Und das einst 325 Millionen Euro teure Vogelnest? "Es wird bei seinem Aufstieg zu Ruhm und Ehre in die Spuren des Vaterlandes treten", heißt es in der Audio-Tour im Stadion. Nun, von der Vision der Schweizer Architekten Herzog und DeMeuron, die der Stadt Peking einen "neuartigen öffentlichen Raum", einen Ort "für Begegnungen und Reibungen" schenken wollten, ist nicht viel geblieben. Das Stadion empfängt Touristen, aber die meiste Zeit steht es leer. 100 Großveranstaltungen mit jeweils mehr als zehntausend Teilnehmern habe das Stadion von 2008 bis Ende 2014 durchgeführt, heißt es. Mal abgesehen davon, dass in das Stadion 91 000 Menschen passen: Hundert große Events in fast sieben Jahren, das ist nicht viel - das kleinere Wukesong-Stadion kam auf 70 allein im letzten Jahr. Pekings Guo'an-Fußballklub lehnt es jedenfalls ab, das Stadion zu seiner Heimat zu machen, ohne öffentlich Gründe zu nennen: "zu teuer", schrieb das Portal ifeng.com. Ein Baseball-Wettkampf für Jugendliche im Mai, nationale Leichtathletik-Wettkämpfe im Juni, ein Gastspiel des FC Bayern im Juli, das waren zuletzt die Höhepunkte.
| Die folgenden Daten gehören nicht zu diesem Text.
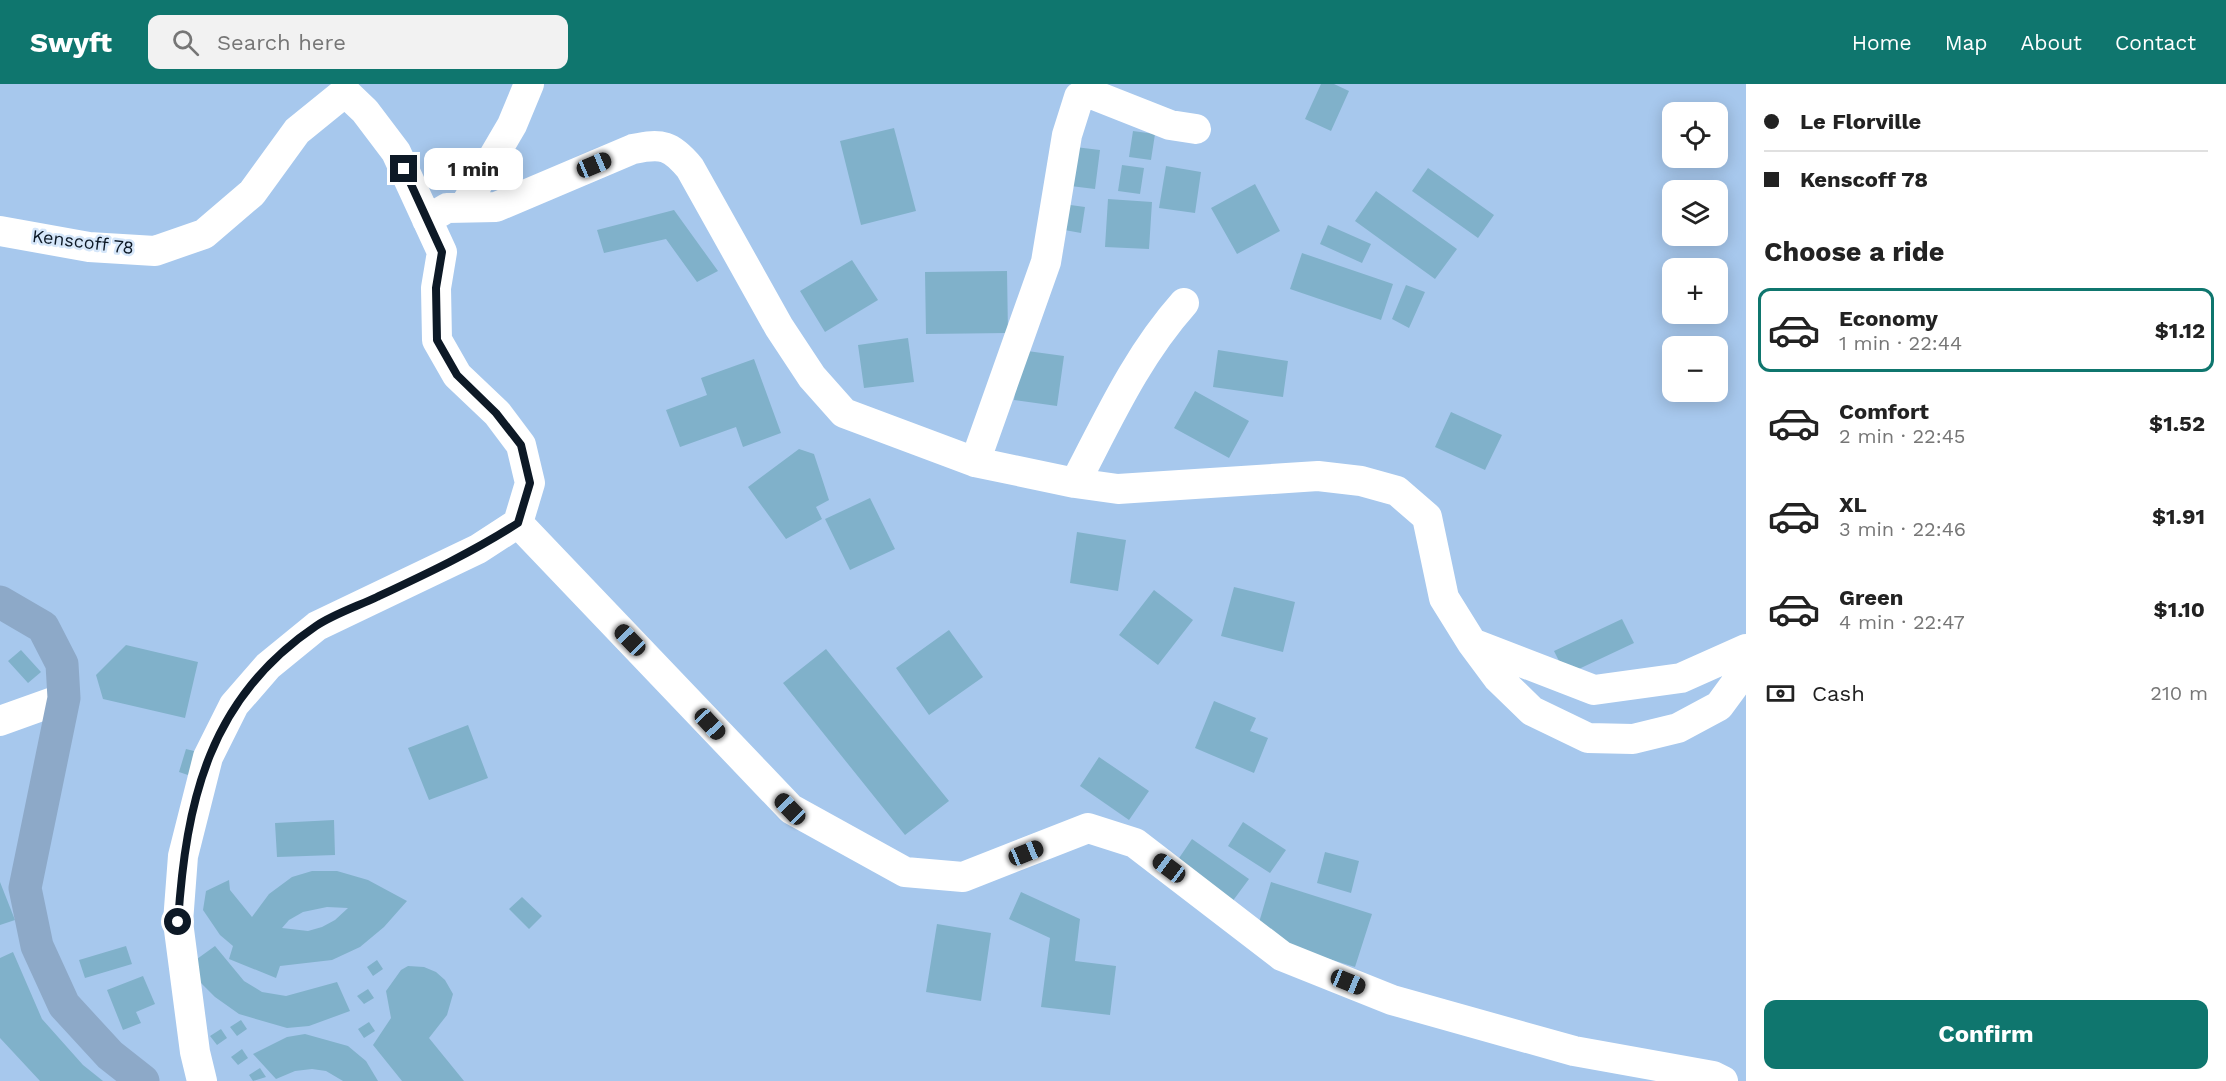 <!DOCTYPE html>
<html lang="en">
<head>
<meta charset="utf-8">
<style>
	:root { --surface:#fff; --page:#f2f2f2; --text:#222; --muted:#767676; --line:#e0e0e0; --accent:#0f766e }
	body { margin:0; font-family:"Work Sans",sans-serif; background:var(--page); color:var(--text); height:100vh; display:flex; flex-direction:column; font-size:22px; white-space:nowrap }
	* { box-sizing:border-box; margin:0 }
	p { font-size:20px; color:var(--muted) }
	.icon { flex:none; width:33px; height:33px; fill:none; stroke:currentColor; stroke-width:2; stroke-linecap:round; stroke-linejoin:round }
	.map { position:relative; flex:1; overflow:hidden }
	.details { display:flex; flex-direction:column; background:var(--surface); width:480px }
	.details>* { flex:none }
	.banner { display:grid; align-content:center; height:132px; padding:0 18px; background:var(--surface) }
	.tools { position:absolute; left:1662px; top:18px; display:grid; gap:12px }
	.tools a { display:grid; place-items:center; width:66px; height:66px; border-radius:12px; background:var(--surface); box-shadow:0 3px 15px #0003; font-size:30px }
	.end { position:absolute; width:27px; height:27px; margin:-14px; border:8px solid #0d1926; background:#fff; box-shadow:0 0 0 3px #fff }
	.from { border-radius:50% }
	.bubble { position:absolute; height:42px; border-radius:12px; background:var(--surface); box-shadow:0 3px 15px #0003; font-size:20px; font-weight:700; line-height:42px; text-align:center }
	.car { position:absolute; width:18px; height:36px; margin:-18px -9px; border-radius:8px; box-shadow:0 0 4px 2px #0007; background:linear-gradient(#222 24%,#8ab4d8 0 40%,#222 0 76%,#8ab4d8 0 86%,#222 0) }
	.banner b { display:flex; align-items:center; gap:21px; height:57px; font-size:22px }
	.banner b+b { border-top:2px solid var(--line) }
	.banner i { width:15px; height:15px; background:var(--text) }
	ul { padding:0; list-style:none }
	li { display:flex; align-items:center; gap:18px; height:84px; margin:0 12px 9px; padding:0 6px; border:3px solid transparent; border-radius:12px }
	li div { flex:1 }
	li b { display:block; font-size:22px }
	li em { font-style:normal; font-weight:700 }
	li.current { border-color:var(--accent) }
	li>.icon { width:54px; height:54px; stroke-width:1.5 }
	h2 { padding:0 18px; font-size:27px; line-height:72px }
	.pay { display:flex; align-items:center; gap:15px; height:66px; padding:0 18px; font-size:22px }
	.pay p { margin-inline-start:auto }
	.primary-button { display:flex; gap:12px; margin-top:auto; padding:12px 18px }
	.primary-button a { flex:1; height:69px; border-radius:12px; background:var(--accent); color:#fff; font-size:24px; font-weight:700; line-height:69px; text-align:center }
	header { display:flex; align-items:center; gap:36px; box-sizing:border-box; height:84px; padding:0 30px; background:var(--accent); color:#fff }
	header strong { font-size:28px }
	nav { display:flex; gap:33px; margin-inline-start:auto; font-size:21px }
	.search { width:420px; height:54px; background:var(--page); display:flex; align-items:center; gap:15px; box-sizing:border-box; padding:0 21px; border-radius:12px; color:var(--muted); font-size:22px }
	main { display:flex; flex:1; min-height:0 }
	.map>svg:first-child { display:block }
	.building { fill:#80b1ca; fill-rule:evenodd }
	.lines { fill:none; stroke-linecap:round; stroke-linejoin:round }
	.minor { stroke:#fff; stroke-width:30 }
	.major { stroke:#8da9c8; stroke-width:33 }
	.route { stroke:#0d1926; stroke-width:8 }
	.labels { text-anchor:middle; stroke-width:5; stroke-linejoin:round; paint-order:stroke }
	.street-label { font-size:18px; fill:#0d1926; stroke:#d6e7fa }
</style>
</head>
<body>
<header>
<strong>Swyft</strong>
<div class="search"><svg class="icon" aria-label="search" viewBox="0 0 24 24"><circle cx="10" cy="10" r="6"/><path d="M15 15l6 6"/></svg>Search here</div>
<nav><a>Home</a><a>Map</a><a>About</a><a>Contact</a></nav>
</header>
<main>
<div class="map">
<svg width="1746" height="997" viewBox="0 0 1746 997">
	<rect width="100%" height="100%" fill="#a7c8ed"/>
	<path class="building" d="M 1321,0 L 1334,0 L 1349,7 L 1331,47 L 1305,35 Z
		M 894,44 L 916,127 L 861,141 L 840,57 Z
		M 1133,47 L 1155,50 L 1151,76 L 1129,73 Z
		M 1067,62 L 1100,66 L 1095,105 L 1062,101 Z
		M 1122,81 L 1144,84 L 1140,110 L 1118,107 Z
		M 1166,82 L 1201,88 L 1195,129 L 1159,124 Z
		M 1428,84 L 1494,131 L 1478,154 L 1412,107 Z
		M 1255,100 L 1280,147 L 1237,170 L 1211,124 Z
		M 1376,107 L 1457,165 L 1435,195 L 1355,137 Z
		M 1108,115 L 1152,118 L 1149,165 L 1105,163 Z
		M 1063,120 L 1085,123 L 1081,149 L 1059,145 Z
		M 674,126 L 718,187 L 697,198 L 666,155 L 604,169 L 597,146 Z
		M 1328,141 L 1371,160 L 1362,179 L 1320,160 Z
		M 1302,169 L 1393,200 L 1381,236 L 1290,205 Z
		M 852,176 L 878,216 L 825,248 L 800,207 Z
		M 1007,187 L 1008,249 L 926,250 L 925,188 Z
		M 1406,201 L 1425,208 L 1409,244 L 1392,235 Z
		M 908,254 L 914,298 L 864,304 L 858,261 Z
		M 1020,266 L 1064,272 L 1057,322 L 1014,316 Z
		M 1218,266 L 1288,277 L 1283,313 L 1213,303 Z
		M 754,275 L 781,349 L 743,363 L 736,343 L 680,363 L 666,326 L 707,311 L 701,294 Z
		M 1195,307 L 1249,337 L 1229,374 L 1174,344 Z
		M 1451,328 L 1502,351 L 1485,386 L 1435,363 Z
		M 799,365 L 814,370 L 829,416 L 816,423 L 822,435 L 786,455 L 748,403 Z
		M 870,414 L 895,465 L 850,486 L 825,435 Z
		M 1077,448 L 1126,456 L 1118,507 L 1070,499 Z
		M 1234,503 L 1295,518 L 1283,568 L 1221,552 Z
		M 1154,506 L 1193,536 L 1158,581 L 1119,551 Z
		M 1622,535 L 1634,559 L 1566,591 L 1554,567 Z
		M 949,546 L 983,593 L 929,631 L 896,584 Z
		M 126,561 L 198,578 L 185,634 L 103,615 L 96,591 Z
		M 826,565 L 949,717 L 905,751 L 783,599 Z
		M 21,566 L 41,588 L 28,599 L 8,577 Z
		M 1214,617 L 1256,634 L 1250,647 L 1268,654 L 1254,689 L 1195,664 Z
		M 468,641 L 488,694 L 429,716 L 408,664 Z
		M 186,665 L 198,668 L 191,692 L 179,688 Z
		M 1099,673 L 1149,707 L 1129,736 L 1080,702 Z
		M 334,736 L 335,771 L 277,773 L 275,739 Z
		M 1243,738 L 1286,766 L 1270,789 L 1228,762 Z
		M 1192,755 L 1249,795 L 1229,822 L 1173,783 Z
		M 1325,768 L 1359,777 L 1351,809 L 1317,799 Z
		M 312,787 L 337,787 L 368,796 L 407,817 L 384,843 L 360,863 L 332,876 L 280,882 L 276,894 L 229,875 L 233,862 L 220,851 L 203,826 L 206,807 L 229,796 L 230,806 L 252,833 L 269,810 L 292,793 ZM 327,823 L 348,824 L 335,836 L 322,843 L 308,847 L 282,844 L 289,836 L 303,828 Z
		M 0,798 L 15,836 L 0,841 Z
		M 1271,798 L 1372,830 L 1355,883 L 1255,852 Z
		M 1021,808 L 1080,835 L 1075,877 L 1116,882 L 1110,931 L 1041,923 L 1050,854 L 1009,835 Z
		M 522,813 L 542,832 L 529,845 L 509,825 Z
		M 937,840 L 991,849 L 981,917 L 926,908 Z
		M 126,862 L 132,880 L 85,894 L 79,876 Z
		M 215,862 L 244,897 L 262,908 L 286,912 L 337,898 L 350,927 L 309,942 L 287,944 L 239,930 L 215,913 L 200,898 L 190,880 Z
		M 13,868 L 42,935 L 83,981 L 103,997 L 40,997 L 0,954 L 0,874 Z
		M 377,876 L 383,885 L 373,892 L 367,883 Z
		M 408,882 L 424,883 L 436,888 L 445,896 L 453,910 L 447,931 L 429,954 L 464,997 L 402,997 L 373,961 L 391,934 L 386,907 L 401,886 Z
		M 143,892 L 155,920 L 136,928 L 141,939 L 123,946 L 107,906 Z
		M 368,905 L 374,914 L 364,920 L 357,912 Z
		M 241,936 L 247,945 L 237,952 L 230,943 Z
		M 369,938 L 375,947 L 364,954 L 358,945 Z
		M 221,945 L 227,954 L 217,961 L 210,952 Z
		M 305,950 L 348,962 L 366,977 L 378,997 L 343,997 L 326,987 L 312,985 L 295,987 L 276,995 L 253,970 L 287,953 Z
		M 242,965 L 248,974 L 238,981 L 231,973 Z
		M 260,984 L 266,993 L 253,997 L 249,991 Z"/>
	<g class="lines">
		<path class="minor" d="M 464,123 L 512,41 L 529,0
			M 427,136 L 447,124 L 496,123 L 633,65 C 662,59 671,61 690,84 L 779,243 L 812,293 L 844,329 L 975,378 L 1075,399 L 1118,405 L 1318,392 L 1361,397 L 1397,407 L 1427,433 L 1444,514 L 1472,559 L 1498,594 L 1532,627 L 1588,654 L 1633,655 L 1678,644 L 1719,622 L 1746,585
			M 0,147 L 89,163 L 155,167 L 204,150 L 252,109 L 297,47 L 345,8 L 365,27 L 396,68 L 442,168 L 436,204 L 437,256 L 457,291 L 497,329 L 521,361 L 530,399 L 518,439 L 478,465 L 317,542 L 268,582 L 234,621 L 208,673 L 183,772 L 178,838 L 195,968 L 202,997
			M 975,378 L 1046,178 L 1067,51 L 1079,13 L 1089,9 L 1170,41 L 1196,45
			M 1075,399 C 1108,336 1136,273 1184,219
			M 518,439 L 791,725 L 905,788 L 963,793 L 1088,744 L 1135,759 L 1282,872 L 1392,916 L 1574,967 L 1713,992 L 1723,997
			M 1472,559 L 1594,606 L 1681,594 L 1746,565
			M 0,637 L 64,614"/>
		<path class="major" d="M 0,518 L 43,543 L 62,580 L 64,614 L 25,804 L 37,862 L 64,921 L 110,971 L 143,997"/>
	</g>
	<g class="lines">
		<path class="route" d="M 178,838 C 186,717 209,614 316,542 C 334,530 358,522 377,513 C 426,490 473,468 518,439 L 530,399 L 521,361 L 496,329 L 457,291 L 437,256 L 436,204 L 442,168 L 404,85"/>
	</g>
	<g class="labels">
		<g class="street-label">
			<text transform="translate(83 158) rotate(7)" y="6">Kenscoff 78</text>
		</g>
	</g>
</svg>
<div class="tools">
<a><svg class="icon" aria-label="locate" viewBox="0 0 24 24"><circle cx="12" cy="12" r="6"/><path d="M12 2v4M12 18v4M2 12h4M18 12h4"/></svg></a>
<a><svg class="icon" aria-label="layers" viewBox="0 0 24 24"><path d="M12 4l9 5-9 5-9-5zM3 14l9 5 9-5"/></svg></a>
<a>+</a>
<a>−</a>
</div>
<i class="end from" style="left:178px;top:838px"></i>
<i class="end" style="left:404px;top:85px"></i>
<div class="bubble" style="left:424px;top:64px;width:99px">1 min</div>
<i class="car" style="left:594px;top:81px;rotate:67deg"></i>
<i class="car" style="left:630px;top:556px;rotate:316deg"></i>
<i class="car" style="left:710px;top:640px;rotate:137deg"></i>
<i class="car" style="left:790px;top:725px;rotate:316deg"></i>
<i class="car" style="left:1026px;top:769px;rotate:68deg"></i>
<i class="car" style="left:1169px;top:784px;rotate:307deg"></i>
<i class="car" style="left:1348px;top:898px;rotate:112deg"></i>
</div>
<section class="details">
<div class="banner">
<b><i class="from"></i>Le Florville</b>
<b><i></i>Kenscoff 78</b>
</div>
<h2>Choose a ride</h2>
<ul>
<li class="current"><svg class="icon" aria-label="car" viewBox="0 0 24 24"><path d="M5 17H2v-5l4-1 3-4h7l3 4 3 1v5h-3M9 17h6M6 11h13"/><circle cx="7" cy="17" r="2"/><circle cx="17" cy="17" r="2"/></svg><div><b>Economy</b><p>1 min · 22:44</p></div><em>$1.12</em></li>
<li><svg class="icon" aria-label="car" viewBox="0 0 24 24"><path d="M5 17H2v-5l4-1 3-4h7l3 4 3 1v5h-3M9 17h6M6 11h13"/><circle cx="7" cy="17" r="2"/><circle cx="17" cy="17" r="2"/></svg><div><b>Comfort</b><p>2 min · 22:45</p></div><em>$1.52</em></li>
<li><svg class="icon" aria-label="car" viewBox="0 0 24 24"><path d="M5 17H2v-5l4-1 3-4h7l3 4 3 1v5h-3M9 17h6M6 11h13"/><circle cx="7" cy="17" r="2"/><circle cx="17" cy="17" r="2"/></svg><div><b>XL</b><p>3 min · 22:46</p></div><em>$1.91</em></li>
<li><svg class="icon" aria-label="car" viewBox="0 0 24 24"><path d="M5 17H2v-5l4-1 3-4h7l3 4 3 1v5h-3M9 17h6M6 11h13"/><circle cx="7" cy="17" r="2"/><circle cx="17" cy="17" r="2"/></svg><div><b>Green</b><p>4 min · 22:47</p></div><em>$1.10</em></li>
</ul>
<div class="pay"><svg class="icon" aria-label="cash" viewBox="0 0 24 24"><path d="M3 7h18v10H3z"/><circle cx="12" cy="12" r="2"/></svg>Cash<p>210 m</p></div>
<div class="primary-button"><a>Confirm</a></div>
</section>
</main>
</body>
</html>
Die Betreiber werden dem IOC auf Knien dafür gedankt haben, dass Peking 2022 nun die Winterspiele ausrichten darf: Das Vogelnest wird das erste Olympiastadion, dem eine Wiedergeburt geschenkt wird. Wenn auch nur eine kurze: Sie werden dort wieder die Spiele eröffnen. In der Bewerbung Pekings für 2022 war das ein wichtiger Beleg für die "Nachhaltigkeit" der Spiele in China.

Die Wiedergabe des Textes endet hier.